Safer and more affordable medicine for all? How pharmacogenomics may level the playing field

Pharmacogenomics – a new scientific research field focused on the interplay between the human genome and the safety and efficacy of modern drugs – may level the therapy playing field for patients.

According to the US Centers for Disease Control and Prevention (CDC), more than 1.3 million Americans each year end up in the hospital because of an adverse drug reaction (ADR). With more than 100,000 deaths per year attributable to ADRs – making it the fourth leading cause of death – it has become a critical patient safety problem that the CDC, National Institutes of Health (NIH) and pharmaceutical companies have begun to address with pharmacogenomics; a field that focuses on helping physicians select the drugs and doses best suited for individual patients.

While most research to date has concentrated on the response to drugs tailored to treat illnesses such as cardiovascular disease, Alzheimer’s disease, cancer, HIV/AIDS and asthma, there may be some light at the end of the tunnel for patients suffering from neuropsychiatric disorders like depression, schizophrenia and bipolar disorder – where patients often suffer severe side effects from their medication even after they have been taken off the drug.

According to Dr Mike Tocci, Associate Dean at the New Jersey Center for Science, Technology & Mathematics at Kean University, US: “Each person has a unique set of genes, so the way the disease manifests itself in an individual and how that individual’s body responds to treatment with specific drugs is different.”

The future of medicine

Tocci highlights that pharmacogenomics is a major component of “personalised medicine.”

“We are understanding the ways drugs are metabolised and achieve efficacy in individuals or are limited by adverse reactions in individual patients or patient populations through our genes. Physicians and drug researchers are rapidly learning how patients respond to certain compounds to better treat disease.”

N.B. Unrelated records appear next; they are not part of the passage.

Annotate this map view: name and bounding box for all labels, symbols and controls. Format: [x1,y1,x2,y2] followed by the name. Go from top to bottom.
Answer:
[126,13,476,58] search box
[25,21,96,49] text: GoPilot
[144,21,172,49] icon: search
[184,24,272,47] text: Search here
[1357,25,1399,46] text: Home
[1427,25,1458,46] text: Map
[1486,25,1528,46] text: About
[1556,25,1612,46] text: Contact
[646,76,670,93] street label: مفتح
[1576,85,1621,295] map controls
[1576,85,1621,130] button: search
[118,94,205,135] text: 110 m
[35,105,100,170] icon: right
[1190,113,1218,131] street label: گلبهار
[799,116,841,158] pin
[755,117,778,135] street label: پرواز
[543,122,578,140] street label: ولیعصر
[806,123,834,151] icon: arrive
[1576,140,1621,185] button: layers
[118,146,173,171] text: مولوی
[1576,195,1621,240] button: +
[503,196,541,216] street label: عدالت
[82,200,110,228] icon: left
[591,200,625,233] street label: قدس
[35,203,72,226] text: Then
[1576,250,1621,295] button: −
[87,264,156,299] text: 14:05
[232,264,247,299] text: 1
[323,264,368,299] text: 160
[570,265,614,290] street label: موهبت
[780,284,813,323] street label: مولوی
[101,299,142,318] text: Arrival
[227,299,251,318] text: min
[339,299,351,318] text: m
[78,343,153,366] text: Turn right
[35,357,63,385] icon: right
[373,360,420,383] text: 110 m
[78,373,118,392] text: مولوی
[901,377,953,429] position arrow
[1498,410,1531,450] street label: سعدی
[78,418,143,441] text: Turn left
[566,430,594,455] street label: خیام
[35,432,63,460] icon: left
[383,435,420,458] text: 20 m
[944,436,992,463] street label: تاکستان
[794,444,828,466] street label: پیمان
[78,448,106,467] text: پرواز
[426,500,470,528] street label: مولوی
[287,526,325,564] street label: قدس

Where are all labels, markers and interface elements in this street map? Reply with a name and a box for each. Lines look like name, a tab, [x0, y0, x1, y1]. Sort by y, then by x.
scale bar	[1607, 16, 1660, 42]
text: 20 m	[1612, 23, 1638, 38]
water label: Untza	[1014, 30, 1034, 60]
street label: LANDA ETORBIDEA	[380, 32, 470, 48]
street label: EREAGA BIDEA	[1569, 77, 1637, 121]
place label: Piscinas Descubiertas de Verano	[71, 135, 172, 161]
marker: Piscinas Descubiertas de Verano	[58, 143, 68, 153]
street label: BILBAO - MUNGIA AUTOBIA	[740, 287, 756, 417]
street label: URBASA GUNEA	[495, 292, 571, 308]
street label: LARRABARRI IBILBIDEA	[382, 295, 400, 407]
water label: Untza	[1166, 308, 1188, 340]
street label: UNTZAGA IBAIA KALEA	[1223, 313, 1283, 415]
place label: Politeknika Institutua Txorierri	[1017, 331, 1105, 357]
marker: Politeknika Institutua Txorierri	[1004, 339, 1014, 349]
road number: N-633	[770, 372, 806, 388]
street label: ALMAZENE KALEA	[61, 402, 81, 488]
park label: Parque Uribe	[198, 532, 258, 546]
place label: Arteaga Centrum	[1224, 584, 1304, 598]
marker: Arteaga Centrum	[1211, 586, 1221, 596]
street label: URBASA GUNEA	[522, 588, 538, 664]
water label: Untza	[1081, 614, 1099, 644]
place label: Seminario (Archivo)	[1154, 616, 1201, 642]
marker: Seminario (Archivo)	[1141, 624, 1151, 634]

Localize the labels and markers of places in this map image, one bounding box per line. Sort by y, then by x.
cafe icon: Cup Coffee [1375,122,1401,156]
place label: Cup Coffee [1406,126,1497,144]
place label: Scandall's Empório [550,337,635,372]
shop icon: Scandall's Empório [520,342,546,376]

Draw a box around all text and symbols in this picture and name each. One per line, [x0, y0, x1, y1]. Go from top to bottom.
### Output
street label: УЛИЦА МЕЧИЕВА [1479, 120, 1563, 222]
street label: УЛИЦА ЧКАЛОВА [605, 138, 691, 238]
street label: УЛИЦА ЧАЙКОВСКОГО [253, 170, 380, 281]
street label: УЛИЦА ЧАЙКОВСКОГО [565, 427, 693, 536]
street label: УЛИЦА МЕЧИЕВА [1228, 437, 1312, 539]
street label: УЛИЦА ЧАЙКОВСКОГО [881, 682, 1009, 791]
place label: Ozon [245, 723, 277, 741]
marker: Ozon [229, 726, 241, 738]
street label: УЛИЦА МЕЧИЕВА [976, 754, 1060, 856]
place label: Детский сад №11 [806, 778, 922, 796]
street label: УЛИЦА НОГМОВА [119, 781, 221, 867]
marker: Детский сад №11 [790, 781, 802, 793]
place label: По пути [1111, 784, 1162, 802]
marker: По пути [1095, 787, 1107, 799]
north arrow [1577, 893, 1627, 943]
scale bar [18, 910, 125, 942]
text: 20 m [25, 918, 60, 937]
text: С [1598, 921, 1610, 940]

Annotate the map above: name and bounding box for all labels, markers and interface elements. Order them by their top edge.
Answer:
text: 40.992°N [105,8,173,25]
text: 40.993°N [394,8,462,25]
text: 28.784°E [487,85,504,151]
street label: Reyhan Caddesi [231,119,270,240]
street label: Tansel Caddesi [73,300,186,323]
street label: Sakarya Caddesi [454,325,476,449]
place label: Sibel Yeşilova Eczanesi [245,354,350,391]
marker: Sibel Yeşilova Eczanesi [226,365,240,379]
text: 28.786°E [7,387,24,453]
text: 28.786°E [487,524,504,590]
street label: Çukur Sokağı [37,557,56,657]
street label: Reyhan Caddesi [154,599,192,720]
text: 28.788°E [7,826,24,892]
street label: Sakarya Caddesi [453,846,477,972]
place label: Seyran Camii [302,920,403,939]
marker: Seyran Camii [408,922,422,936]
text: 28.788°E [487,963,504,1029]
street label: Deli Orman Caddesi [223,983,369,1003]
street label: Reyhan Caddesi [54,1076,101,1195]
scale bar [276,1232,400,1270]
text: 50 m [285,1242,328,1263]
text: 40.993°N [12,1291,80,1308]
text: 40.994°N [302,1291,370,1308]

Pharmacogenomics research has proven to be more practical for some diseases than others based on the ability to identify and monitor biomarkers: “We do not have biomarkers for all types of cancer cells or an understanding of what types of cells respond to different types of drugs, but we are learning more about how different cell types function in the human body. Eventually we will gain a better understanding of how our genomes influence the actions of specific drugs,” explained Dr Tocci.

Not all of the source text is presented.